Required action: In the records below, how many lines hold the word "Pajcha"? Give only the number.

[Stored items]
_ _ _
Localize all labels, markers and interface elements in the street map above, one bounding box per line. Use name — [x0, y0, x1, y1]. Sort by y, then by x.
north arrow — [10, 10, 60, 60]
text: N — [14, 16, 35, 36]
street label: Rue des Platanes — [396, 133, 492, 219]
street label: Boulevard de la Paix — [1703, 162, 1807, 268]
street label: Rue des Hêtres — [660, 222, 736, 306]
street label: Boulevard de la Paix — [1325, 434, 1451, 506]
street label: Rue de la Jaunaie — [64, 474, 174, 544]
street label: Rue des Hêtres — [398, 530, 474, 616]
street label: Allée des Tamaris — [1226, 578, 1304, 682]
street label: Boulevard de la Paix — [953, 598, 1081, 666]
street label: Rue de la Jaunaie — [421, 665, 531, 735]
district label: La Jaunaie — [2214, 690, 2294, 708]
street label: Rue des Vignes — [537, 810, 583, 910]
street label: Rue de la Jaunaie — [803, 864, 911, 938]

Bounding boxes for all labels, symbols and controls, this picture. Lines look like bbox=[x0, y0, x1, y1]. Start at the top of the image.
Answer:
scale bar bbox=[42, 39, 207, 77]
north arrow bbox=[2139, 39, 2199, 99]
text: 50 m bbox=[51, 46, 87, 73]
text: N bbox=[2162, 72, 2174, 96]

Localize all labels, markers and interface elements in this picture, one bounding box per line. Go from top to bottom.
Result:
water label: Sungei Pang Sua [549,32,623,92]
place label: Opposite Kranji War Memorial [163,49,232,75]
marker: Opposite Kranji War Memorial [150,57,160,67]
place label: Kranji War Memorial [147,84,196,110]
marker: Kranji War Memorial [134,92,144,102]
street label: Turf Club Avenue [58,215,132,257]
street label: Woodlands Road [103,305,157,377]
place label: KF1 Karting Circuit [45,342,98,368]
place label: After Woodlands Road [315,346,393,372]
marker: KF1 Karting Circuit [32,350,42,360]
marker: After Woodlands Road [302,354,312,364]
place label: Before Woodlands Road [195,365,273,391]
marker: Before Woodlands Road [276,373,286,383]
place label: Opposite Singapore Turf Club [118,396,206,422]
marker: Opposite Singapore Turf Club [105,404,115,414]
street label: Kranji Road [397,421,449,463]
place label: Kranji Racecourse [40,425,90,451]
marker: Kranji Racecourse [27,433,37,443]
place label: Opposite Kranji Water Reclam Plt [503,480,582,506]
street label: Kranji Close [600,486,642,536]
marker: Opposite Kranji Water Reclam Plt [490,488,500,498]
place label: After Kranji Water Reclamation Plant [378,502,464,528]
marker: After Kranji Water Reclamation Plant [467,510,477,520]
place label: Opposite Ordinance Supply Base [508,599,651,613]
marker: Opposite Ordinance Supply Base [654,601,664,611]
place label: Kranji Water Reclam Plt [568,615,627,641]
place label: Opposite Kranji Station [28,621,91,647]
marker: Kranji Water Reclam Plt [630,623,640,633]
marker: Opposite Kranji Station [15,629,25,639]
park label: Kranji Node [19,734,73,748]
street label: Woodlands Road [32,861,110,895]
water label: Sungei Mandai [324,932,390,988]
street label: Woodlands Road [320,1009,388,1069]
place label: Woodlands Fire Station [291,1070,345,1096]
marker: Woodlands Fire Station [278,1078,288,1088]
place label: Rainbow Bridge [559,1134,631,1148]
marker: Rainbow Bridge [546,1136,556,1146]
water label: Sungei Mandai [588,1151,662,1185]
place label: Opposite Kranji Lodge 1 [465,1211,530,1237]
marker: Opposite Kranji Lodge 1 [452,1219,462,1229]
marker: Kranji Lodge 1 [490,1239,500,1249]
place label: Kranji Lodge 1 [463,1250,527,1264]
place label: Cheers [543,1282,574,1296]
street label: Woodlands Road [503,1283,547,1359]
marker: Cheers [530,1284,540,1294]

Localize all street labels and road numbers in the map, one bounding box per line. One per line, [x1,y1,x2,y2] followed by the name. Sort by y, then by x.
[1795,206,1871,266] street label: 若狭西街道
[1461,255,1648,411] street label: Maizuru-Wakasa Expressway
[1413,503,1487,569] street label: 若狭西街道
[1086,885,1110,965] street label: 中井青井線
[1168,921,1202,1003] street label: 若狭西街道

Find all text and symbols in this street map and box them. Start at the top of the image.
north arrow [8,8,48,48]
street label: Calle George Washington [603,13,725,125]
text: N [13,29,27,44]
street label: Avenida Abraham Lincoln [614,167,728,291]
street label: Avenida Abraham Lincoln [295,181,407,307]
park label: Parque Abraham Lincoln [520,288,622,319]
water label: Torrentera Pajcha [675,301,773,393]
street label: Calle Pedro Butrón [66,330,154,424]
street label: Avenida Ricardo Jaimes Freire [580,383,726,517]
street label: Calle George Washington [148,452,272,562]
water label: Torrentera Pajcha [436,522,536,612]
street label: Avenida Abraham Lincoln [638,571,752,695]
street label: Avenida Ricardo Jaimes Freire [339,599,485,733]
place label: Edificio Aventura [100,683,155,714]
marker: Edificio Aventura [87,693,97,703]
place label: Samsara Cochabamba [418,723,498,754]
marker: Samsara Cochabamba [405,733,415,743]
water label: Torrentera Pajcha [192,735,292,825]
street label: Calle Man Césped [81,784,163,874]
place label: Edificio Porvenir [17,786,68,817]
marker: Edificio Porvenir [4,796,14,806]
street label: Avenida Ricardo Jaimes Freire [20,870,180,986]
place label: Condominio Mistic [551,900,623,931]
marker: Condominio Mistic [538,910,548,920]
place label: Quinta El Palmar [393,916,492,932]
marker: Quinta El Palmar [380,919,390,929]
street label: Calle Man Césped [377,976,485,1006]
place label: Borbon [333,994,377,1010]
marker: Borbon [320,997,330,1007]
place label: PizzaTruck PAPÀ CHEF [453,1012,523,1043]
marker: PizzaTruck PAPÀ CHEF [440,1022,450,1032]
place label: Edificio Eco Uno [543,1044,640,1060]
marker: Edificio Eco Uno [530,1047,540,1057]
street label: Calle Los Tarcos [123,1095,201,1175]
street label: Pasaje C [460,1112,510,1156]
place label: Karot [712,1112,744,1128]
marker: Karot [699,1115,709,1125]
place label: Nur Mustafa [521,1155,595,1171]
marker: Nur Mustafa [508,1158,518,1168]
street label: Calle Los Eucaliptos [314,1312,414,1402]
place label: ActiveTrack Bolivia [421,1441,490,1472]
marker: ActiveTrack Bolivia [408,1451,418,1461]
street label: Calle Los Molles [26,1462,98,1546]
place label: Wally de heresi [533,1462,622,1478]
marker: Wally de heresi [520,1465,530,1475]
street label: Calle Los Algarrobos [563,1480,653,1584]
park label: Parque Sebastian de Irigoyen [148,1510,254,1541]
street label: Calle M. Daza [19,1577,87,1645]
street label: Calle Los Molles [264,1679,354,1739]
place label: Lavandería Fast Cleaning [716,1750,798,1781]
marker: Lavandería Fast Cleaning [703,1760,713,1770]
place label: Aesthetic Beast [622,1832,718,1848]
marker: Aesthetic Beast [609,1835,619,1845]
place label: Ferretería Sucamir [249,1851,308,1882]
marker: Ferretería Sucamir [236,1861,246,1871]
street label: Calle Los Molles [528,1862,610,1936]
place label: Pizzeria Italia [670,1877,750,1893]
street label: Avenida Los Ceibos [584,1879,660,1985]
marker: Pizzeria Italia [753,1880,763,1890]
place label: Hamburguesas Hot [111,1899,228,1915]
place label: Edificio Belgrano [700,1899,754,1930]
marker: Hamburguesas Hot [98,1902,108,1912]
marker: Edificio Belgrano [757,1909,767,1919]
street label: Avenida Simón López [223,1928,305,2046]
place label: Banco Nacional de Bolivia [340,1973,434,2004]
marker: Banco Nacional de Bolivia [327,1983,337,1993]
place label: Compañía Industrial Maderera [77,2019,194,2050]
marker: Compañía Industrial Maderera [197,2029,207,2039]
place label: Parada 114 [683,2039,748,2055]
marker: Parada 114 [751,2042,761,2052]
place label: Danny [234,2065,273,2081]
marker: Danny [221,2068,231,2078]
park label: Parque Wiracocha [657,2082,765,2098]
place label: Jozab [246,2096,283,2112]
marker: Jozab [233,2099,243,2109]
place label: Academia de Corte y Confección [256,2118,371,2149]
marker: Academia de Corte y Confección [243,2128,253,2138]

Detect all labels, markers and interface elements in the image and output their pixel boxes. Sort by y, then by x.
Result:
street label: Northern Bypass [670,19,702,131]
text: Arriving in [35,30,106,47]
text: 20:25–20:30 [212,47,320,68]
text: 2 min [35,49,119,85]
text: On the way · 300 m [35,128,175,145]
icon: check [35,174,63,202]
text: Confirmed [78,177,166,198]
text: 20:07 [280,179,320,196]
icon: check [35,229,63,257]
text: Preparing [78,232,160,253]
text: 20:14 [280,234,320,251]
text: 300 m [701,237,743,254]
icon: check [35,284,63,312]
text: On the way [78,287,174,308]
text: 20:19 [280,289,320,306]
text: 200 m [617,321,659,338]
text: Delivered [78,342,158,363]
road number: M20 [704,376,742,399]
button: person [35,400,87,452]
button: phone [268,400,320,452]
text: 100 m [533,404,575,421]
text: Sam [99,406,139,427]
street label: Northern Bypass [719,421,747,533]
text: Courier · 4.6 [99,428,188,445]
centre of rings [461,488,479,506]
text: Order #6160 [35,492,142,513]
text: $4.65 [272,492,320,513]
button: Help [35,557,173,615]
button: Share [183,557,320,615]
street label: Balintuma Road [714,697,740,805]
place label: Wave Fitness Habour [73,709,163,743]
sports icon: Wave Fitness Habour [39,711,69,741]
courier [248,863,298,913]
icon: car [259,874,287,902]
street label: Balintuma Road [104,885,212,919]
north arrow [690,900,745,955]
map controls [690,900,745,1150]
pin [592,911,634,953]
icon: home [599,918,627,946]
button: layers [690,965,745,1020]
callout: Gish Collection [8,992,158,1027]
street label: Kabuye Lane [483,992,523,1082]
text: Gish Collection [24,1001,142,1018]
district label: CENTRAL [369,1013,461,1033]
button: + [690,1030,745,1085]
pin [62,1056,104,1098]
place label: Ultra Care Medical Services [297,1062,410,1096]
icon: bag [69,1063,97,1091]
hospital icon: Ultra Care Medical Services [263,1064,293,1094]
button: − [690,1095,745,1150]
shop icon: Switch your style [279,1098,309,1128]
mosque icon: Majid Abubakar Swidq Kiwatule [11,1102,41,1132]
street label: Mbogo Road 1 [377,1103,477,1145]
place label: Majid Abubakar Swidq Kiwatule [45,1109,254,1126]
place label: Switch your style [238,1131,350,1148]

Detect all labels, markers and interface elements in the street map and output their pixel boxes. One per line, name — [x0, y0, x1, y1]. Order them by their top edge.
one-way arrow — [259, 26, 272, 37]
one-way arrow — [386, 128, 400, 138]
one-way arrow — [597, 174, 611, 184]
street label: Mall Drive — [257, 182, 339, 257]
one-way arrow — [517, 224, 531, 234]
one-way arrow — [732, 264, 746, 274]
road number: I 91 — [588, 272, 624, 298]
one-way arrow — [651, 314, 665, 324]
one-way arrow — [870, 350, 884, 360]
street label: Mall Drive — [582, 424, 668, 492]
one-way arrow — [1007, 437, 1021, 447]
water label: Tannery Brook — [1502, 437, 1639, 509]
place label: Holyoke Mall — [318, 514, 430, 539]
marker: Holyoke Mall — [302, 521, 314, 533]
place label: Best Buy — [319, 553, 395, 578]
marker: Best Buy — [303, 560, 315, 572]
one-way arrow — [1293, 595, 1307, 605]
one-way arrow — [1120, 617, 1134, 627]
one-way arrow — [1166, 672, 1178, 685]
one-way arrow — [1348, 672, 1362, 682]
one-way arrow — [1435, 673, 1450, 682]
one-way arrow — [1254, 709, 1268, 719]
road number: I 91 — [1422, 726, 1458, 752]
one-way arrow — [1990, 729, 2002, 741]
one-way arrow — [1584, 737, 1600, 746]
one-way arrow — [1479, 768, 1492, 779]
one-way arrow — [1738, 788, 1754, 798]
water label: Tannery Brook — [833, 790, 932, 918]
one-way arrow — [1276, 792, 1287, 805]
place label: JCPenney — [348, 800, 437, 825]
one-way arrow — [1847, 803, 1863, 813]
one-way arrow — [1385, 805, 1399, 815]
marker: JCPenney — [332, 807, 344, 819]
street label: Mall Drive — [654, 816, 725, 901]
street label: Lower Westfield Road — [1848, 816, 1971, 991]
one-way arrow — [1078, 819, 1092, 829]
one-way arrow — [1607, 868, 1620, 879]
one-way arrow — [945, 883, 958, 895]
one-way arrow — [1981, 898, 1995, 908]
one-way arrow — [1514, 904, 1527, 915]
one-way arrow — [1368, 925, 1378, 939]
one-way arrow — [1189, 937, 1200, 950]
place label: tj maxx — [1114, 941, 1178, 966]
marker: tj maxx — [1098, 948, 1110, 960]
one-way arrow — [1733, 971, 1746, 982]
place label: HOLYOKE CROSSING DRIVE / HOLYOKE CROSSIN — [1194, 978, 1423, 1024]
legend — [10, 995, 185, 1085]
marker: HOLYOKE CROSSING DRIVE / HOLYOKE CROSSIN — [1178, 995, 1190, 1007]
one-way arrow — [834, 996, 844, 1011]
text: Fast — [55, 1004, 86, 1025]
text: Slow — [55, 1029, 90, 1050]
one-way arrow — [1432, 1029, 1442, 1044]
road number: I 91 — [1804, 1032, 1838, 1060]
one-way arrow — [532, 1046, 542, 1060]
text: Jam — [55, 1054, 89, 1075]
_ _ _
Task result: 3